Activity ▸
Up to and including the line that contains "display:flex; align-items:center; gap:8px;", repeat the entries below exactly from the first line on. Do not carry over any pictures.

──────── Data supplied ────────

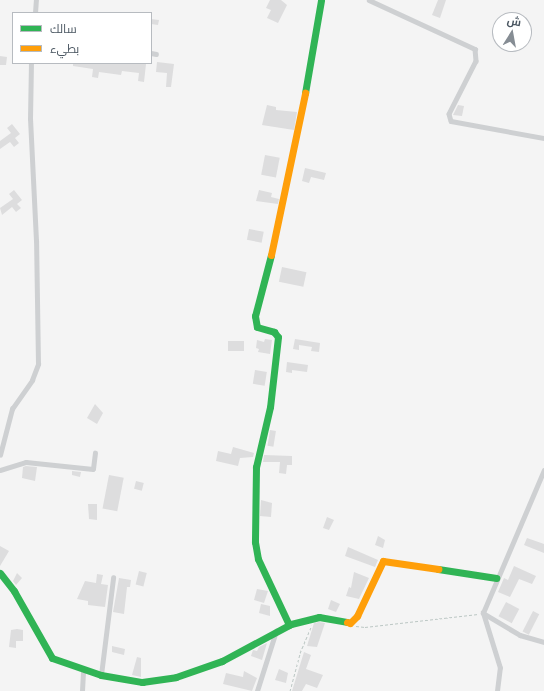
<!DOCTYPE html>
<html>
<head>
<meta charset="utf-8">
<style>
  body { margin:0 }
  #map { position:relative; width:544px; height:691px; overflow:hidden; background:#f4f4f4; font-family:"Noto Sans",Cairo,sans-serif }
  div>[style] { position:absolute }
  .building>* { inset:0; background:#ddddde; transform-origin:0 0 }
  .path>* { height:1px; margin-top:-0.5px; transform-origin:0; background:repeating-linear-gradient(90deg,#bcc7c4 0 3px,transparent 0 5px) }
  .street>* { height:4.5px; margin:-2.25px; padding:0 2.25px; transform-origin:2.25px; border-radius:2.25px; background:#ced0d2 }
  .fast>* { height:7px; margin:-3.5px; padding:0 3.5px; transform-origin:3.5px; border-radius:3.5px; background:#30b455 }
  .slow>* { height:7px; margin:-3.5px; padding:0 3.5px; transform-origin:3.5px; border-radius:3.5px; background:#ff9f0a }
  span { translate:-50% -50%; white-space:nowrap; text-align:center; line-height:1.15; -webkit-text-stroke:3px #fff; paint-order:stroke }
  .legend { position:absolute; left:12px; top:12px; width:140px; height:52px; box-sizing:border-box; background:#fff; border:1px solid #b7bbc0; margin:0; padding:5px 7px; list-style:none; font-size:12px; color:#4a5661 }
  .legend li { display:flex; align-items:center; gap:8px; height:20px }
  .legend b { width:20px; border:1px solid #b7bbc0 }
  .north { position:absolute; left:492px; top:12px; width:40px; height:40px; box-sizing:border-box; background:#fff; border:1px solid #b7bbc0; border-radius:50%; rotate:11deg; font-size:11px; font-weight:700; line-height:16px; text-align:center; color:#4a5661 }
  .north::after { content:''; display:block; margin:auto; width:14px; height:18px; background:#868d94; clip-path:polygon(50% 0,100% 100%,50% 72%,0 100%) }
</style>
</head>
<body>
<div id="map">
  <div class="building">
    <div style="clip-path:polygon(270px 0,281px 0,287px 5px,278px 23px,267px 18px,271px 10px,266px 8px)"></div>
    <div style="clip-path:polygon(438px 0,446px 0,440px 18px,432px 15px)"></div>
    <div style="clip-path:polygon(151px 19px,159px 20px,158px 25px,151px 24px)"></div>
    <div style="clip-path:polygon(0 56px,7px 57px,6px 65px,0 65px)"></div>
    <div style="clip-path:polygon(157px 62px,174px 64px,171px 87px,166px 87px,167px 73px,156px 72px)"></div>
    <div style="clip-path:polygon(73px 63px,139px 63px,146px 64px,144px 82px,138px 81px,139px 73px,122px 71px,121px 75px,99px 72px,98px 78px,92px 77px,93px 69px,73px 66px)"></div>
    <div style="clip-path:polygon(267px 105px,276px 107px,276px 110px,297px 112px,294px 130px,262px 125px)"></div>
    <div style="clip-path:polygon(458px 105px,464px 106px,462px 116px,453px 115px)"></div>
    <div style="clip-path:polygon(12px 124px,20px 134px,15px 138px,19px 143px,14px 147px,10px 142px,0 149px,0 141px,11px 133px,7px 128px)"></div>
    <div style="left:265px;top:155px;width:15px;height:20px;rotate:11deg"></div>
    <div style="clip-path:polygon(305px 168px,326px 173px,324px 180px,311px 177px,309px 183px,302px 181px)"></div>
    <div style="clip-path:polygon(14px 190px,22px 200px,17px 204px,21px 208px,16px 212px,12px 207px,2px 215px,0 208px,13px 199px,9px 194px)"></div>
    <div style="clip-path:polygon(259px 190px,272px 193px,271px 197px,279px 199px,278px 204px,256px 201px)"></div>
    <div style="left:249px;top:229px;width:15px;height:11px;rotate:11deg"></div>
    <div style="left:282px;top:267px;width:25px;height:15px;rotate:12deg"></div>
    <div style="clip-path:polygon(265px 339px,272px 340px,270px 354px,258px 352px,259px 349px,256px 348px,257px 340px,264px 342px)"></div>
    <div style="clip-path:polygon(295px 339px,320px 343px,319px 352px,311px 351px,312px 347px,299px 345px,299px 350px,293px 349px)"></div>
    <div style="left:228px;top:341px;width:16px;height:10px"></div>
    <div style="clip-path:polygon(287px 362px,308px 365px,307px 372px,292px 370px,292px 373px,286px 372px)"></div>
    <div style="left:255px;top:370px;width:12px;height:14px;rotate:9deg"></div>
    <div style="clip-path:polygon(95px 404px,103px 413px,97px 424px,87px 418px)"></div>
    <div style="left:270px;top:430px;width:6px;height:16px;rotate:9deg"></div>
    <div style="clip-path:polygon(233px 447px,254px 453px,253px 457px,240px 458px,238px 466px,216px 461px,218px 451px,231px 454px)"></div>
    <div style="clip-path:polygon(264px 455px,292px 456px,292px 465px,287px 465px,286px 474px,279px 473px,280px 462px,263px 462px)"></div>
    <div style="clip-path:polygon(26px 466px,37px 467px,35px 481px,22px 478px,23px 467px)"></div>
    <div style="clip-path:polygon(72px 471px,81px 472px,80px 477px,72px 475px)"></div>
    <div style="left:109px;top:475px;width:15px;height:34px;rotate:11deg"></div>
    <div style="left:136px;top:481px;width:8px;height:8px;rotate:14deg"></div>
    <div style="clip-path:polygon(261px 500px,272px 503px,271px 517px,260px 516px)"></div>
    <div style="clip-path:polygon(88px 504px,97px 504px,97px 520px,89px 519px)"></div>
    <div style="clip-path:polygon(327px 517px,334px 520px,329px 530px,323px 528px)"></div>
    <div style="clip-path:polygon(378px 536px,385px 540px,383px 548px,375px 545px)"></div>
    <div style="clip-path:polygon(527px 538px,544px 544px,544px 553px,524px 545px)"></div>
    <div style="clip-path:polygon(0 546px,9px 551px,0 566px)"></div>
    <div style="clip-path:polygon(348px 547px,378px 560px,375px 567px,345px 556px)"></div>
    <div style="clip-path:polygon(514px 566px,536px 576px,532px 584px,519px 579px,510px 597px,498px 592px,504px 578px,508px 580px)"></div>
    <div style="left:139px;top:571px;width:8px;height:14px;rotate:14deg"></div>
    <div style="clip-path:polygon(354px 572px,369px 578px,359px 599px,346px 596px,349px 587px,351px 588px)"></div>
    <div style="clip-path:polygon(17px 573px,22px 578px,16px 585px,13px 581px)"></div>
    <div style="clip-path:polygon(97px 574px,103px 575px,101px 584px,108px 585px,105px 607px,88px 605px,88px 601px,77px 599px,85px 581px,96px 583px)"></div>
    <div style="clip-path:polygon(119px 578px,131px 580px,130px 587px,127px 587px,124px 614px,113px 612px)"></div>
    <div style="clip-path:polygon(257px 589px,268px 591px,264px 603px,254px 600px)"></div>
    <div style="clip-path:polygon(331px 600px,340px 604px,336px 612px,328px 609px)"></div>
    <div style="left:506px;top:602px;width:15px;height:16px;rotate:28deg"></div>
    <div style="clip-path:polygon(261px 604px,270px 606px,270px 616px,259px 613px)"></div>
    <div style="left:533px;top:611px;width:7px;height:23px;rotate:27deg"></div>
    <div style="clip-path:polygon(319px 622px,325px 623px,317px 647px,307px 646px,314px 623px)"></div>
    <div style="clip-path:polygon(17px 629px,23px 630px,23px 641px,16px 641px,16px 648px,9px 647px,11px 630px)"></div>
    <div style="clip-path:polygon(267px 643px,262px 660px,251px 656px,253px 650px,257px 651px,259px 647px)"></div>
    <div style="clip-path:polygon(112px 646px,125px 649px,124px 655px,112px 652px)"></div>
    <div style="clip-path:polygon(304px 652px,311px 655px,306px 669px,323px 675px,317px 688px,306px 684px,302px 691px,292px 691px)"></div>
    <div style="clip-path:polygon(137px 657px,141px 658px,141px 677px,132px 675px)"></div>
    <div style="clip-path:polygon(279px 669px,288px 673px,286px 683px,275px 680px)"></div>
    <div style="clip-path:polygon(244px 671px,257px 678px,252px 691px,223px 684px,226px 673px,243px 677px)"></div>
  </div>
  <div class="path">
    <div style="left:356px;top:626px;width:9px;rotate:6deg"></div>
    <div style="left:365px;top:627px;width:114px;rotate:-6.6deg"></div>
    <div style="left:290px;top:691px;width:39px;rotate:-75deg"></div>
    <div style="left:300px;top:653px;width:30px;rotate:-67deg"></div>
  </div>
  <div class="street">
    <div style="left:369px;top:0;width:117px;rotate:24.8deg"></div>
    <div style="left:475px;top:49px;width:12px;rotate:85deg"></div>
    <div style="left:476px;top:61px;width:59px;rotate:117deg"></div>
    <div style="left:449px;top:114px;width:7px;rotate:74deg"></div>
    <div style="left:451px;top:121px;width:95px;rotate:10.4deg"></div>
    <div style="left:35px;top:13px;width:13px;rotate:-86deg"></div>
    <div style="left:151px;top:53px;width:5px;rotate:11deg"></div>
    <div style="left:0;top:455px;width:48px;rotate:-75.4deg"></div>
    <div style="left:12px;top:409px;width:35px;rotate:-55deg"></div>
    <div style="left:32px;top:380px;width:17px;rotate:-69deg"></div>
    <div style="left:38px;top:364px;width:123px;rotate:-90.9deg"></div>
    <div style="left:36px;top:241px;width:122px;rotate:-92.8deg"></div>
    <div style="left:30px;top:119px;width:56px;rotate:-89deg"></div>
    <div style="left:0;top:470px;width:27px;rotate:-17deg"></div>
    <div style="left:26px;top:462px;width:67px;rotate:6deg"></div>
    <div style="left:93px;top:469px;width:16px;rotate:-83deg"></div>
    <div style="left:483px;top:613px;width:43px;rotate:30.7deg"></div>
    <div style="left:520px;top:635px;width:25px;rotate:16deg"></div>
    <div style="left:101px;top:675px;width:98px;rotate:-82.9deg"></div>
    <div style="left:82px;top:691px;width:21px;rotate:-87deg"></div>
    <div style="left:257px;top:691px;width:63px;rotate:-72.4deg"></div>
    <div style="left:497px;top:691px;width:23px;rotate:-83deg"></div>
    <div style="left:500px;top:668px;width:58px;rotate:-107.2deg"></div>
    <div style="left:483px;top:613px;width:155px;rotate:-66.9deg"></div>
  </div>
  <div class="fast">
    <div style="left:305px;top:93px;width:94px;rotate:-80.2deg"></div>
    <div style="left:271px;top:255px;width:63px;rotate:104.7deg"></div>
    <div style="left:255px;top:316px;width:11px;rotate:80deg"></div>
    <div style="left:257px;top:327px;width:18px;rotate:16deg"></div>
    <div style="left:274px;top:332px;width:6px;rotate:51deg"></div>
    <div style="left:278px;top:337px;width:70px;rotate:96.5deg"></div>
    <div style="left:270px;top:407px;width:62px;rotate:103.1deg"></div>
    <div style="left:256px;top:467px;width:75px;rotate:90.8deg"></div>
    <div style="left:255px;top:542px;width:17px;rotate:80deg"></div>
    <div style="left:258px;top:559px;width:73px;rotate:64.8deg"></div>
    <div style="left:438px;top:569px;width:59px;rotate:8.8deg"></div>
    <div style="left:0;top:573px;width:23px;rotate:52deg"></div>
    <div style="left:14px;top:591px;width:77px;rotate:60.4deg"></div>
    <div style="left:52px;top:658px;width:52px;rotate:19.1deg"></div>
    <div style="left:101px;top:675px;width:42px;rotate:9.7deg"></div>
    <div style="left:142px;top:682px;width:34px;rotate:-8deg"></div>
    <div style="left:176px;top:677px;width:49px;rotate:-19.2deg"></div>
    <div style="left:222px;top:661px;width:78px;rotate:-28.2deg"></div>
    <div style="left:291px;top:624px;width:29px;rotate:-14deg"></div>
    <div style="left:319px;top:617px;width:28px;rotate:10deg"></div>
  </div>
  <div class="slow">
    <div style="left:271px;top:255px;width:166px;rotate:-78.1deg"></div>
    <div style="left:347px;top:622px;width:3px;rotate:18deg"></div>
    <div style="left:350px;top:623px;width:10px;rotate:-45deg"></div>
    <div style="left:357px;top:616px;width:61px;rotate:-64.7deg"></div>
    <div style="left:383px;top:561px;width:56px;rotate:8.3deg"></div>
  </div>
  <ul class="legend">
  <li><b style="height:5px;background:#30b455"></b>سالك</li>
  <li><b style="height:5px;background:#ff9f0a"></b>بطيء</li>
  </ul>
  <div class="north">ش</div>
</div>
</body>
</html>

────────

Response area ▸
<!DOCTYPE html>
<html>
<head>
<meta charset="utf-8">
<style>
  body { margin:0 }
  #map { position:relative; width:544px; height:691px; overflow:hidden; background:#f4f4f4; font-family:"Noto Sans",Cairo,sans-serif }
  div>[style] { position:absolute }
  .building>* { inset:0; background:#ddddde; transform-origin:0 0 }
  .path>* { height:1px; margin-top:-0.5px; transform-origin:0; background:repeating-linear-gradient(90deg,#bcc7c4 0 3px,transparent 0 5px) }
  .street>* { height:4.5px; margin:-2.25px; padding:0 2.25px; transform-origin:2.25px; border-radius:2.25px; background:#ced0d2 }
  .fast>* { height:7px; margin:-3.5px; padding:0 3.5px; transform-origin:3.5px; border-radius:3.5px; background:#30b455 }
  .slow>* { height:7px; margin:-3.5px; padding:0 3.5px; transform-origin:3.5px; border-radius:3.5px; background:#ff9f0a }
  span { translate:-50% -50%; white-space:nowrap; text-align:center; line-height:1.15; -webkit-text-stroke:3px #fff; paint-order:stroke }
  .legend { position:absolute; left:12px; top:12px; width:140px; height:52px; box-sizing:border-box; background:#fff; border:1px solid #b7bbc0; margin:0; padding:5px 7px; list-style:none; font-size:12px; color:#4a5661 }
  .legend li { display:flex; align-items:center; gap:8px; height:20px }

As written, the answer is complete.